Data |
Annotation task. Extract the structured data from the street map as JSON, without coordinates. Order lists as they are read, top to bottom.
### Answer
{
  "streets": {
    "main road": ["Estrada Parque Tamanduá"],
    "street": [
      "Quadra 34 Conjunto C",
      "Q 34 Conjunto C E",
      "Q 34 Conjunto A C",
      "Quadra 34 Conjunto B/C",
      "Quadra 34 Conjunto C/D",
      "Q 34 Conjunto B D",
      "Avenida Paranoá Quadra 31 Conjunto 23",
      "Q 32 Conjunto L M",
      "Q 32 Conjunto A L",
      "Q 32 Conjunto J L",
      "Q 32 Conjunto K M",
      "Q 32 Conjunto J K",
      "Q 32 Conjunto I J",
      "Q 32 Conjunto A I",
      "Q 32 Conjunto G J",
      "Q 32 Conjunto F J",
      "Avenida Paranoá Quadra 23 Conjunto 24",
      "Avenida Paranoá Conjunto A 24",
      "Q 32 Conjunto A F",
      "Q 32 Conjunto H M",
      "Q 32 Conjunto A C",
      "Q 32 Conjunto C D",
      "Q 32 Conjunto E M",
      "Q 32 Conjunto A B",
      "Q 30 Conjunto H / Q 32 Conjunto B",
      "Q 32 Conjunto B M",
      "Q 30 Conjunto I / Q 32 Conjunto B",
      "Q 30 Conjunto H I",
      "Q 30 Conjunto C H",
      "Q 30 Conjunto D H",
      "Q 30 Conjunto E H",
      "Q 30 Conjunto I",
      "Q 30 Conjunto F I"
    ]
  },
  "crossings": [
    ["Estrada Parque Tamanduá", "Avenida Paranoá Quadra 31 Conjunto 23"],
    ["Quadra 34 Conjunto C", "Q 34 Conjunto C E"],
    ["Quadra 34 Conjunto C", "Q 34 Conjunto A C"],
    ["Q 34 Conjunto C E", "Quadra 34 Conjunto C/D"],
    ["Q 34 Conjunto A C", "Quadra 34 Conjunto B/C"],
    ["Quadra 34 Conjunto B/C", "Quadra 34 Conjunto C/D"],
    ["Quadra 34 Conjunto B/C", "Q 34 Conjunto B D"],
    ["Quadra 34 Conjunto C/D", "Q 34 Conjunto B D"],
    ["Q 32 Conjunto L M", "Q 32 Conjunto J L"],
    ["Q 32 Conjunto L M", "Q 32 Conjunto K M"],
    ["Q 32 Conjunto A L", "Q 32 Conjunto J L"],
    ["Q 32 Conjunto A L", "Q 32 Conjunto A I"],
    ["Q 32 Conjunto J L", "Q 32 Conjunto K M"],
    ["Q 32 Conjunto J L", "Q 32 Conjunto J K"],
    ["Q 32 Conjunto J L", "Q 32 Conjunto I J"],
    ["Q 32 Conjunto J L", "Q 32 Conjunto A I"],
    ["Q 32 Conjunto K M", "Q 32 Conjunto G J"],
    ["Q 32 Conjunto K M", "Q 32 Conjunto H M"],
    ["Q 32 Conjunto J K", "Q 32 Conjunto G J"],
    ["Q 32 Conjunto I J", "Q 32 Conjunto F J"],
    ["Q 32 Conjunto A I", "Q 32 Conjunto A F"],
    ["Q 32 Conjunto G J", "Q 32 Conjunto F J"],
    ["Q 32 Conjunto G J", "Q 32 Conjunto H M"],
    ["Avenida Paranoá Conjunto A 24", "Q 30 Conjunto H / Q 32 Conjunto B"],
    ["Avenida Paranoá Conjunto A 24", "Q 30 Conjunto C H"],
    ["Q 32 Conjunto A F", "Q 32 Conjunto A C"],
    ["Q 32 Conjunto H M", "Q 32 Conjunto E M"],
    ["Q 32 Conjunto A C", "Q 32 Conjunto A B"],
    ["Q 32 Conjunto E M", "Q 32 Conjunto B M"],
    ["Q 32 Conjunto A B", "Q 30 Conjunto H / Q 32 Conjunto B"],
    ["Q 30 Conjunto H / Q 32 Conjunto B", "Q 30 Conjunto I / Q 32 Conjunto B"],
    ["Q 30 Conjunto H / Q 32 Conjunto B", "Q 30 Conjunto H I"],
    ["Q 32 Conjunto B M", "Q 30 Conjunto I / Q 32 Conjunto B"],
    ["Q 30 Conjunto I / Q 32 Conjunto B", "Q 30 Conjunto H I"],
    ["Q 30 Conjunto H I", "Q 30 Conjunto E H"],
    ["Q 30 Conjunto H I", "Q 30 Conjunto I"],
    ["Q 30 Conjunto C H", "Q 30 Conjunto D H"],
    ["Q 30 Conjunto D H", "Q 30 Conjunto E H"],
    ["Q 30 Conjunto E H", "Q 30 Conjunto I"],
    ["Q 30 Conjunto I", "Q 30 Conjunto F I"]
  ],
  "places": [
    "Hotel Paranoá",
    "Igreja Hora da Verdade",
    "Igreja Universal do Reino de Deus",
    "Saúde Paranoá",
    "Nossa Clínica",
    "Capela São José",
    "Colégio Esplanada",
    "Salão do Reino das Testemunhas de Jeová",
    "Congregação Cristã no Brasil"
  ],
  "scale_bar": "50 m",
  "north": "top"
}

Your instructions |
Return the lines above exactly, keeping every word.

Output for this exercise |
Annotation task. Extract the structured data from the street map as JSON, without coordinates. Order lists as they are read, top to bottom.
### Answer
{
  "streets": {
    "main road": ["Estrada Parque Tamanduá"],
    "street": [
      "Quadra 34 Conjunto C",
      "Q 34 Conjunto C E",
      "Q 34 Conjunto A C",
      "Quadra 34 Conjunto B/C",
      "Quadra 34 Conjunto C/D",
      "Q 34 Conjunto B D",
      "Avenida Paranoá Quadra 31 Conjunto 23",
      "Q 32 Conjunto L M",
      "Q 32 Conjunto A L",
      "Q 32 Conjunto J L",
      "Q 32 Conjunto K M",
      "Q 32 Conjunto J K",
      "Q 32 Conjunto I J",
      "Q 32 Conjunto A I",
      "Q 32 Conjunto G J",
      "Q 32 Conjunto F J",
      "Avenida Paranoá Quadra 23 Conjunto 24",
      "Avenida Paranoá Conjunto A 24",
      "Q 32 Conjunto A F",
      "Q 32 Conjunto H M",
      "Q 32 Conjunto A C",
      "Q 32 Conjunto C D",
      "Q 32 Conjunto E M",
      "Q 32 Conjunto A B",
      "Q 30 Conjunto H / Q 32 Conjunto B",
      "Q 32 Conjunto B M",
      "Q 30 Conjunto I / Q 32 Conjunto B",
      "Q 30 Conjunto H I",
      "Q 30 Conjunto C H",
      "Q 30 Conjunto D H",
      "Q 30 Conjunto E H",
      "Q 30 Conjunto I",
      "Q 30 Conjunto F I"
    ]
  },
  "crossings": [
    ["Estrada Parque Tamanduá", "Avenida Paranoá Quadra 31 Conjunto 23"],
    ["Quadra 34 Conjunto C", "Q 34 Conjunto C E"],
    ["Quadra 34 Conjunto C", "Q 34 Conjunto A C"],
    ["Q 34 Conjunto C E", "Quadra 34 Conjunto C/D"],
    ["Q 34 Conjunto A C", "Quadra 34 Conjunto B/C"],
    ["Quadra 34 Conjunto B/C", "Quadra 34 Conjunto C/D"],
    ["Quadra 34 Conjunto B/C", "Q 34 Conjunto B D"],
    ["Quadra 34 Conjunto C/D", "Q 34 Conjunto B D"],
    ["Q 32 Conjunto L M", "Q 32 Conjunto J L"],
    ["Q 32 Conjunto L M", "Q 32 Conjunto K M"],
    ["Q 32 Conjunto A L", "Q 32 Conjunto J L"],
    ["Q 32 Conjunto A L", "Q 32 Conjunto A I"],
    ["Q 32 Conjunto J L", "Q 32 Conjunto K M"],
    ["Q 32 Conjunto J L", "Q 32 Conjunto J K"],
    ["Q 32 Conjunto J L", "Q 32 Conjunto I J"],
    ["Q 32 Conjunto J L", "Q 32 Conjunto A I"],
    ["Q 32 Conjunto K M", "Q 32 Conjunto G J"],
    ["Q 32 Conjunto K M", "Q 32 Conjunto H M"],
    ["Q 32 Conjunto J K", "Q 32 Conjunto G J"],
    ["Q 32 Conjunto I J", "Q 32 Conjunto F J"],
    ["Q 32 Conjunto A I", "Q 32 Conjunto A F"],
    ["Q 32 Conjunto G J", "Q 32 Conjunto F J"],
    ["Q 32 Conjunto G J", "Q 32 Conjunto H M"],
    ["Avenida Paranoá Conjunto A 24", "Q 30 Conjunto H / Q 32 Conjunto B"],
    ["Avenida Paranoá Conjunto A 24", "Q 30 Conjunto C H"],
    ["Q 32 Conjunto A F", "Q 32 Conjunto A C"],
    ["Q 32 Conjunto H M", "Q 32 Conjunto E M"],
    ["Q 32 Conjunto A C", "Q 32 Conjunto A B"],
    ["Q 32 Conjunto E M", "Q 32 Conjunto B M"],
    ["Q 32 Conjunto A B", "Q 30 Conjunto H / Q 32 Conjunto B"],
    ["Q 30 Conjunto H / Q 32 Conjunto B", "Q 30 Conjunto I / Q 32 Conjunto B"],
    ["Q 30 Conjunto H / Q 32 Conjunto B", "Q 30 Conjunto H I"],
    ["Q 32 Conjunto B M", "Q 30 Conjunto I / Q 32 Conjunto B"],
    ["Q 30 Conjunto I / Q 32 Conjunto B", "Q 30 Conjunto H I"],
    ["Q 30 Conjunto H I", "Q 30 Conjunto E H"],
    ["Q 30 Conjunto H I", "Q 30 Conjunto I"],
    ["Q 30 Conjunto C H", "Q 30 Conjunto D H"],
    ["Q 30 Conjunto D H", "Q 30 Conjunto E H"],
    ["Q 30 Conjunto E H", "Q 30 Conjunto I"],
    ["Q 30 Conjunto I", "Q 30 Conjunto F I"]
  ],
  "places": [
    "Hotel Paranoá",
    "Igreja Hora da Verdade",
    "Igreja Universal do Reino de Deus",
    "Saúde Paranoá",
    "Nossa Clínica",
    "Capela São José",
    "Colégio Esplanada",
    "Salão do Reino das Testemunhas de Jeová",
    "Congregação Cristã no Brasil"
  ],
  "scale_bar": "50 m",
  "north": "top"
}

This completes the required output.